ここに、様々な新しい社会問題の鍵があると思います。
そこを解決するための鍵が、
「人のつながりの社会保障」
だと、僕は思っています。
どんなに支援策を充実しても、それが必要な人に届かなければ意味がありません。
①問題を限定しない総合相談窓口の設置
②家庭訪問など支援の必要な人へのアウトリーチ
③得意分野の異なる機関の情報共有と連携
こういったことが必要になってきています。
こうしたことの担い手には、行政もあれば、NPO、民生委員、福祉団体、学校、医療機関、警察などなど多様な主体があります。
先日、「よりそいホットライン」という24時間365日つながる、どんな問題でも受けるフリーダイヤルの電話相談の施設を見学してきました。
1日に30,000件もの電話が殺到し、とれるのはその一部だそうです。
本当に苦しい人は、つながるまで何度もかけるそうです。
こうした社会資源をもっと充実させていかなくてはなりませんし、
既存の機関もアウトリーチを拡充できるようにしないといけません。
さらに情報共有と連携を進めるために、法的にも人的にもあらゆる手立てが必要と思います。

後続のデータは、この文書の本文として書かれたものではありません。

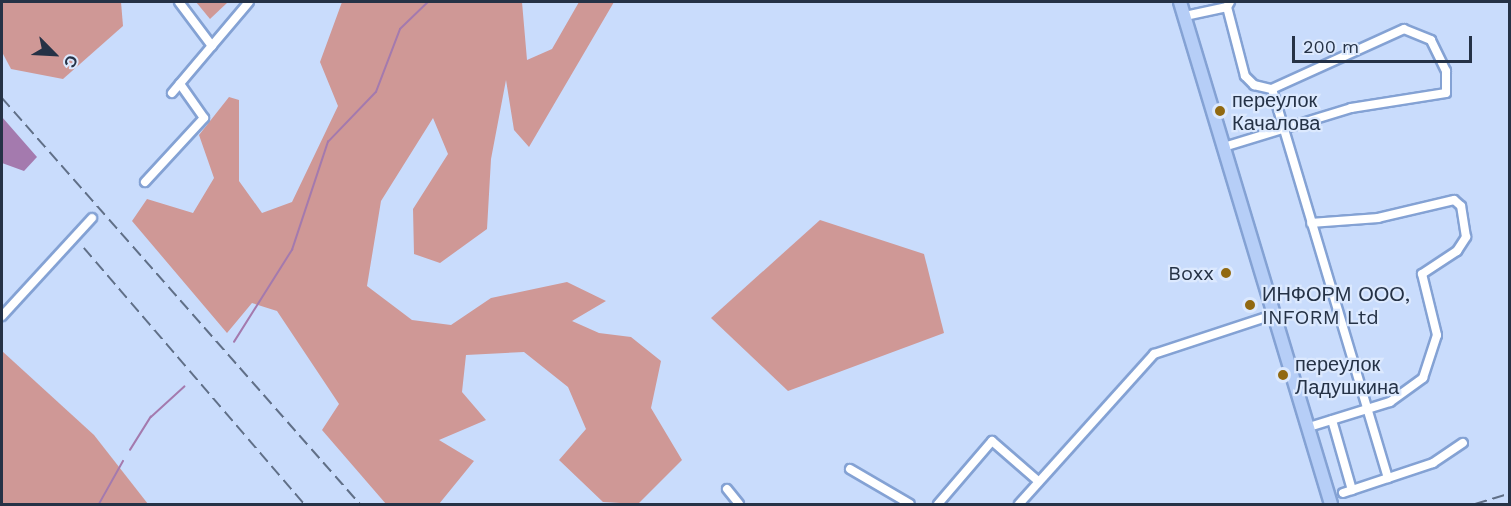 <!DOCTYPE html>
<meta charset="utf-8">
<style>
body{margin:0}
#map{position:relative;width:1511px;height:506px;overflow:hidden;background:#c9dcfc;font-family:"Work Sans",sans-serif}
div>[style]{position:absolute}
.green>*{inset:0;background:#cf9896}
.water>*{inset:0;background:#a47aae}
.stream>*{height:1.5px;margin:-0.75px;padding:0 0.75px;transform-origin:0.75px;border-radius:0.75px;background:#a47aae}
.roads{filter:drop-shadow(2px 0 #84a2d4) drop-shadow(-2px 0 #84a2d4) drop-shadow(0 2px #84a2d4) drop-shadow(0 -2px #84a2d4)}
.street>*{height:8px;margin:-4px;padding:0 4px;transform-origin:4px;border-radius:4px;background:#fff}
.primary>*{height:12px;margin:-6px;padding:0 6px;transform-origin:6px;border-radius:6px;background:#b6cef7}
.rail>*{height:1.5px;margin-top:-0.75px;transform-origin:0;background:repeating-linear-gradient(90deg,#606f87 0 12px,transparent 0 18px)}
.dots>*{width:16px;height:16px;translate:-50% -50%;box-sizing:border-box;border:3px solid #dce9fe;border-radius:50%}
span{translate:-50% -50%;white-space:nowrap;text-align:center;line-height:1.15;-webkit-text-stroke:4.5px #dce9fe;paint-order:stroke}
.poi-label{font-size:20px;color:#253246}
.left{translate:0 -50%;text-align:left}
.right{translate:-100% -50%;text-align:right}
.frame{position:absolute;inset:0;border:3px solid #253246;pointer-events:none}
.north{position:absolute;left:24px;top:24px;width:60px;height:60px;-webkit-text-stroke:4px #dce9fe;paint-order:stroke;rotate:114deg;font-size:16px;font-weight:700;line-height:24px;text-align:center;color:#253246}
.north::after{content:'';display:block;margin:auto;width:21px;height:27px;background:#253246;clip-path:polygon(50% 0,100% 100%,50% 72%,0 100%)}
.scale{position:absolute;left:1292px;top:36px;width:180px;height:27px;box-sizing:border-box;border:3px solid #253246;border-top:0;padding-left:8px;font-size:18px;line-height:21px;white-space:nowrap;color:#253246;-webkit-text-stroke:4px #dce9fe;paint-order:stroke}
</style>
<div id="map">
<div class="green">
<i style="clip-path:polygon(2px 2px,121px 2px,123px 26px,63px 79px,11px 69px,2px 52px)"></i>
<i style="clip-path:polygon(196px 2px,228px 2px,210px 19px)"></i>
<i style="clip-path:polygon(342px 2px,522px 2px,527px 60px,552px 49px,579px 2px,614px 2px,529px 147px,514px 130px,506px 80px,491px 159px,487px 229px,440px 263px,414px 254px,413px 209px,448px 154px,433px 118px,381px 201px,367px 286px,412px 320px,451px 325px,491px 298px,567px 282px,606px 301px,572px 321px,599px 333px,631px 337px,661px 361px,651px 408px,682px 460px,638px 504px,603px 502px,559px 460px,586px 429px,568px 387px,524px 352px,466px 355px,462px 392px,486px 420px,439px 440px,474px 461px,439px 504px,386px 504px,322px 430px,339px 404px,277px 311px,252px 303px,227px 333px,132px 221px,147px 199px,193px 213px,214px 178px,199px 135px,229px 97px,239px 100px,239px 181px,262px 213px,292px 202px,338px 106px,320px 62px)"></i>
<i style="clip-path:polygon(820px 220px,924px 254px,944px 333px,788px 391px,711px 318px)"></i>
<i style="clip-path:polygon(2px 351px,94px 435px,148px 504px,2px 504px)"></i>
</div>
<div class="water">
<i style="clip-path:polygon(2px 117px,37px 157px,24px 171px,2px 163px)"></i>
</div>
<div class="stream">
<i style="left:234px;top:342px;width:109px;rotate:-57.8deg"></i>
<i style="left:292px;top:250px;width:114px;rotate:-71.6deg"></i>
<i style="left:328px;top:142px;width:69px;rotate:-46.2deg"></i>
<i style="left:376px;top:92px;width:67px;rotate:-69.1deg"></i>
<i style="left:400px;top:29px;width:39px;rotate:-44deg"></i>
<i style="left:130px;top:450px;width:39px;rotate:-58deg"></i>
<i style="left:151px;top:417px;width:45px;rotate:-42.3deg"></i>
<i style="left:99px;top:504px;width:49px;rotate:-60.8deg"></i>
</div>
<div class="roads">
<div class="street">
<i style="left:179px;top:2px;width:55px;rotate:53.1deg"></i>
<i style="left:1230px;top:2px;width:6px;rotate:121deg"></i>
<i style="left:1227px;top:7px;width:71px;rotate:75.4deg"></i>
<i style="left:1245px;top:76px;width:13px;rotate:45deg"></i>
<i style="left:1254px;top:85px;width:18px;rotate:13deg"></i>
<i style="left:1272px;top:89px;width:406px;rotate:73.4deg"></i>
<i style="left:1185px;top:16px;width:43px;rotate:-12.1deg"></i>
<i style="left:172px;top:93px;width:119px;rotate:-49.8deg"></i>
<i style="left:1227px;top:146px;width:130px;rotate:-17deg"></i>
<i style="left:1351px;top:108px;width:96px;rotate:-9deg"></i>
<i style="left:1446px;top:93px;width:22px;rotate:-90deg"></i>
<i style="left:1446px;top:71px;width:34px;rotate:-116deg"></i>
<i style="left:1431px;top:40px;width:29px;rotate:-158deg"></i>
<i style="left:1404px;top:29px;width:145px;rotate:155.6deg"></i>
<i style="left:145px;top:182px;width:87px;rotate:-47.3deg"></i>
<i style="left:204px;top:118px;width:42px;rotate:-125.2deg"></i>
<i style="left:2px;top:316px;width:133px;rotate:-47.4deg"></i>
<i style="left:1332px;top:420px;width:73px;rotate:74.1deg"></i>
<i style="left:1309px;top:427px;width:85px;rotate:-17.2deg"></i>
<i style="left:1390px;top:402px;width:41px;rotate:-36deg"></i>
<i style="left:1423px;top:378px;width:45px;rotate:-72deg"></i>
<i style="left:1437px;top:335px;width:63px;rotate:-103.8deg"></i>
<i style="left:1422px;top:274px;width:42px;rotate:-33.3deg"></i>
<i style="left:1457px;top:251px;width:17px;rotate:-57deg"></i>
<i style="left:1466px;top:237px;width:31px;rotate:-99deg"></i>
<i style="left:1461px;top:206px;width:9px;rotate:-139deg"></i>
<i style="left:1454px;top:200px;width:78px;rotate:166.7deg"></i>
<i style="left:1378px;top:218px;width:67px;rotate:175.7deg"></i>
<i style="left:850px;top:469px;width:69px;rotate:30.3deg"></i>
<i style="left:727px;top:489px;width:19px;rotate:51deg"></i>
<i style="left:1343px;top:493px;width:95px;rotate:-18.4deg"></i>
<i style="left:1433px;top:463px;width:36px;rotate:-34deg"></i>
<i style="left:938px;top:504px;width:83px;rotate:-49.4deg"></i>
<i style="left:992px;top:441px;width:61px;rotate:41deg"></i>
<i style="left:1019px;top:504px;width:202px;rotate:-48deg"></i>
<i style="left:1154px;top:354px;width:128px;rotate:-18.2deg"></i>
</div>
<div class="primary">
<i style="left:1180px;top:2px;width:524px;rotate:73.26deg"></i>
</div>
</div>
<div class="rail">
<i style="left:2px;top:98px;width:541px;rotate:48.6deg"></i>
<i style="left:84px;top:248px;width:338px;rotate:49.3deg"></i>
<i style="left:1475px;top:504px;width:37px;rotate:-17deg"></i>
</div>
<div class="dots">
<i style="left:1220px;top:111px;background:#916911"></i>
<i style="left:1226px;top:273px;background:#916911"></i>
<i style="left:1250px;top:305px;background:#916911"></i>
<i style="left:1283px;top:375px;background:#916911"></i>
</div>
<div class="poi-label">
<span class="left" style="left:1232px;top:112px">переулок<br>Качалова</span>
<span class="right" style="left:1214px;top:273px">Boxx</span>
<span class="left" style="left:1262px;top:306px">ИНФОРМ ООО,<br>INFORM Ltd</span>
<span class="left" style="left:1295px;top:376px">переулок<br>Ладушкина</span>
</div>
<div class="frame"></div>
<div class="north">С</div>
<div class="scale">200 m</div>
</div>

あるいは、これは仕事の範疇をやや超えますが、システムの問題以外に、一人ひとりがもう少し身近な人に温かい目を向ける雰囲気の社会になれば、多くの人が生きやすい社会になると思います。
話題の社会保障と税の一体改革という、大きな財源論の話とともに、
こうしたソフト面も社会保障の充実も、僕の(というか社会の)重要なテーマです。